Saved entries
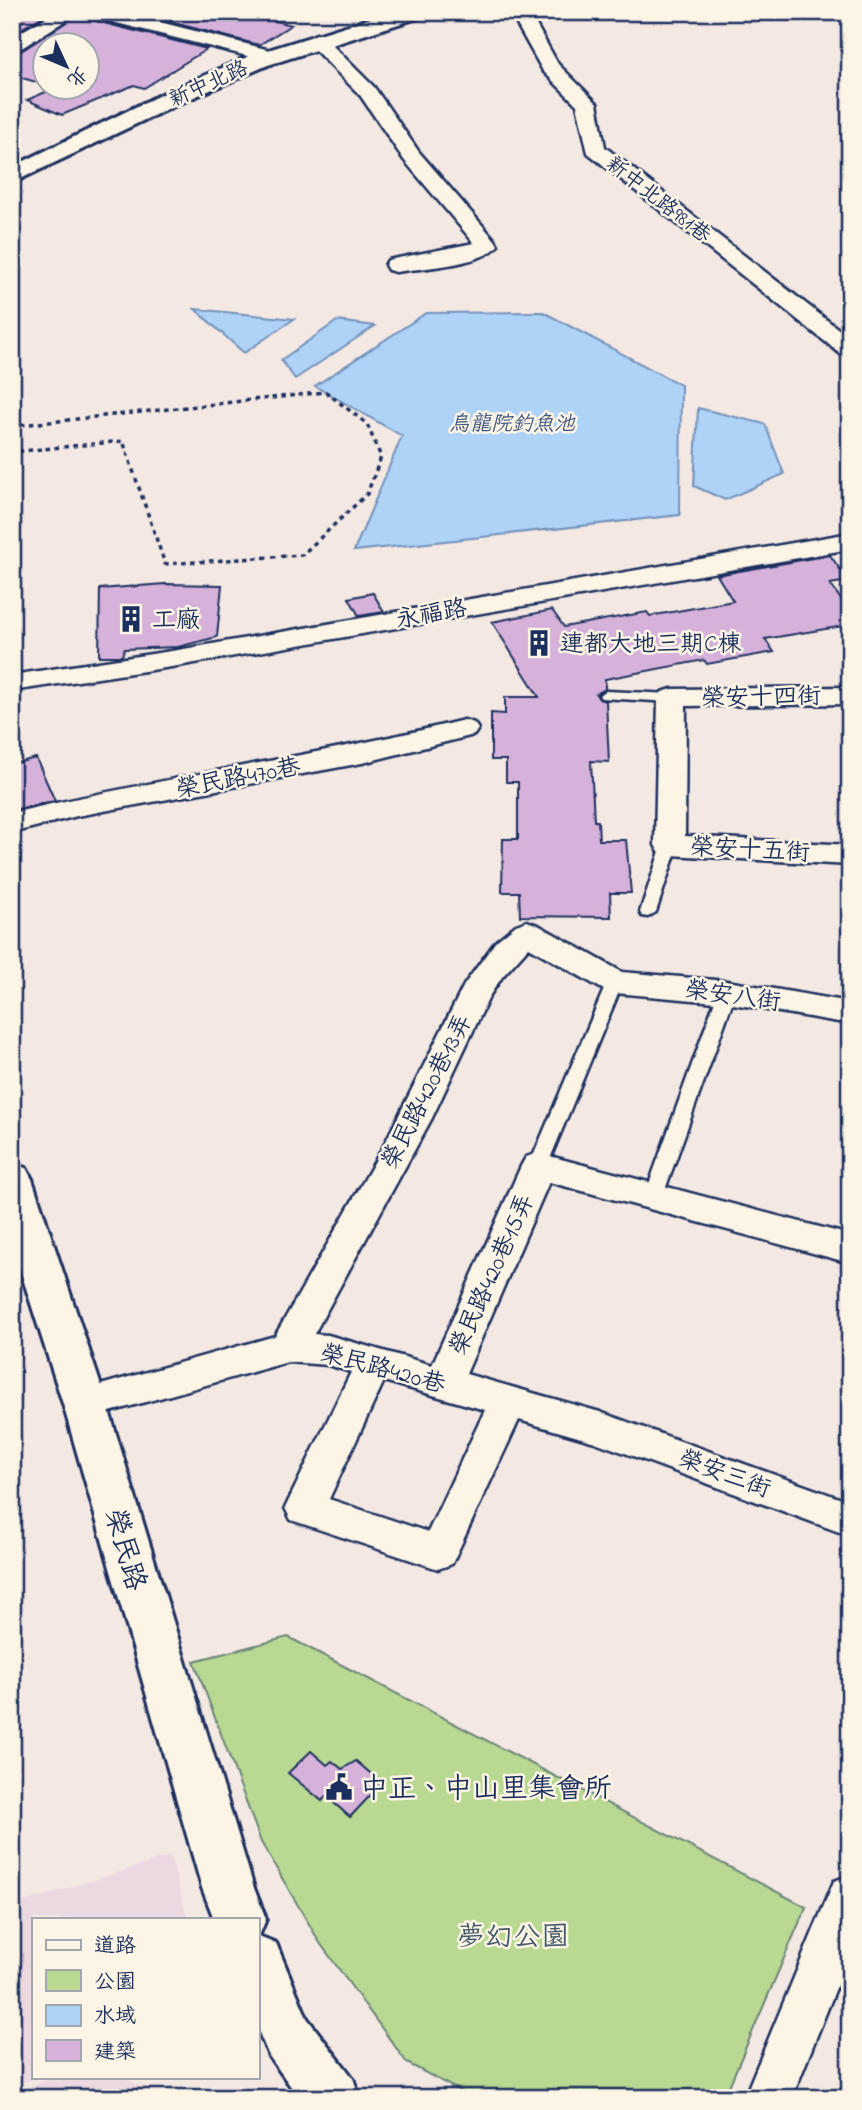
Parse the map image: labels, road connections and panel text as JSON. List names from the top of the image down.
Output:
{
  "streets": {
    "street": [
      "新中北路",
      "新中北路981巷",
      "永福路",
      "榮安十四街",
      "榮民路470巷",
      "榮安十五街",
      "榮安八街",
      "榮民路420巷13弄",
      "榮民路420巷15弄",
      "榮民路420巷",
      "榮安三街",
      "榮民路"
    ]
  },
  "crossings": [
    ["榮安十四街", "榮安十五街"],
    ["榮安八街", "榮民路420巷13弄"],
    ["榮民路420巷13弄", "榮民路420巷"],
    ["榮民路420巷15弄", "榮民路420巷"],
    ["榮民路420巷", "榮安三街"],
    ["榮民路420巷", "榮民路"]
  ],
  "water": ["烏龍院釣魚池"],
  "parks": ["夢幻公園"],
  "places": {
    "building": ["工廠", "連都大地三期C棟"],
    "public building": ["中正、中山里集會所"]
  },
  "legend": [
    "道路",
    "公園",
    "水域",
    "建築"
  ],
  "north": "bottom right"
}
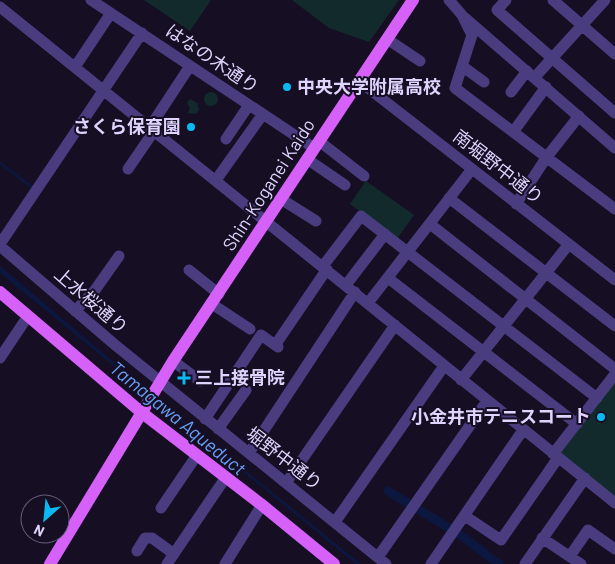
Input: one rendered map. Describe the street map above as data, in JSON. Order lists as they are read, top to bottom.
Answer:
{
  "streets": {
    "main road": ["Shin-Koganei Kaido"],
    "street": [
      "はなの木通り",
      "南堀野中通り",
      "上水桜通り",
      "堀野中通り"
    ]
  },
  "crossings": [
    ["はなの木通り", "Shin-Koganei Kaido"],
    ["南堀野中通り", "Shin-Koganei Kaido"],
    ["Shin-Koganei Kaido", "上水桜通り"],
    ["Shin-Koganei Kaido", "堀野中通り"],
    ["上水桜通り", "堀野中通り"]
  ],
  "water": ["Tamagawa Aqueduct"],
  "places": {
    "other": ["中央大学附属高校", "さくら保育園", "小金井市テニスコート"],
    "health": ["三上接骨院"]
  },
  "north": "bottom left"
}
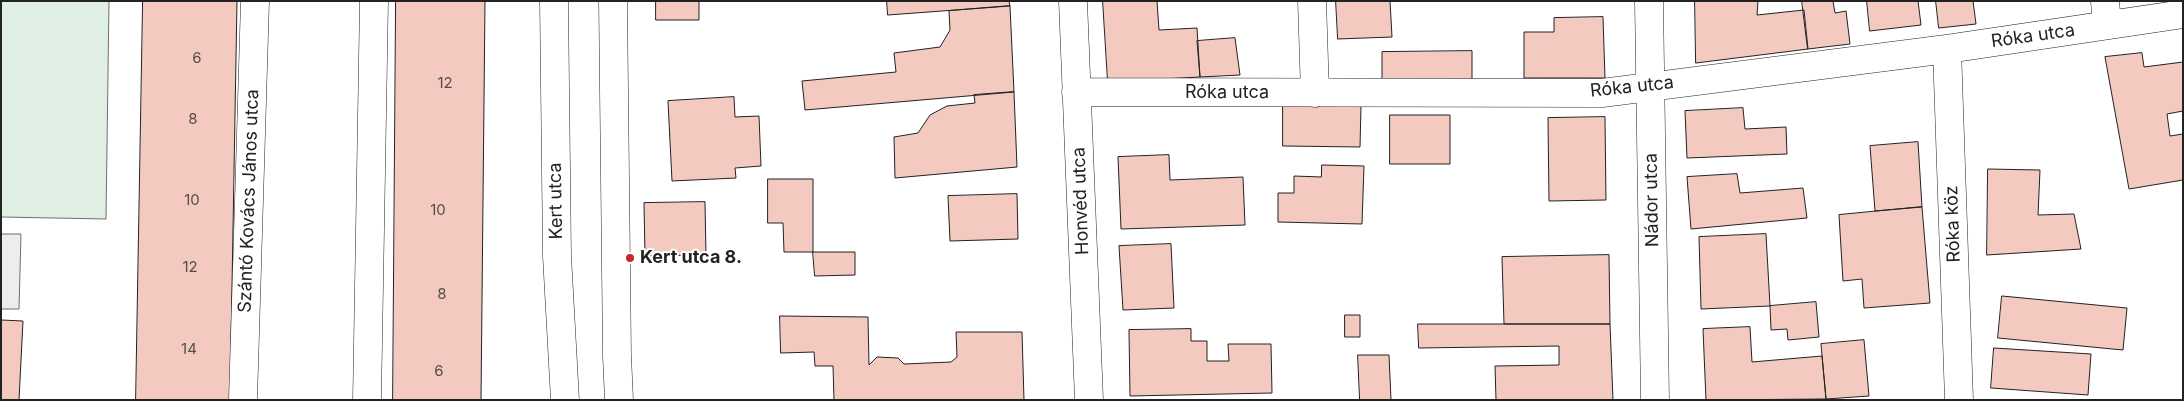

→ **WHAT TO DO**:
Determine the number of lines above that include the word "JSON"; the reply is that number only.

→ **THE COMPLETED TASK**:
2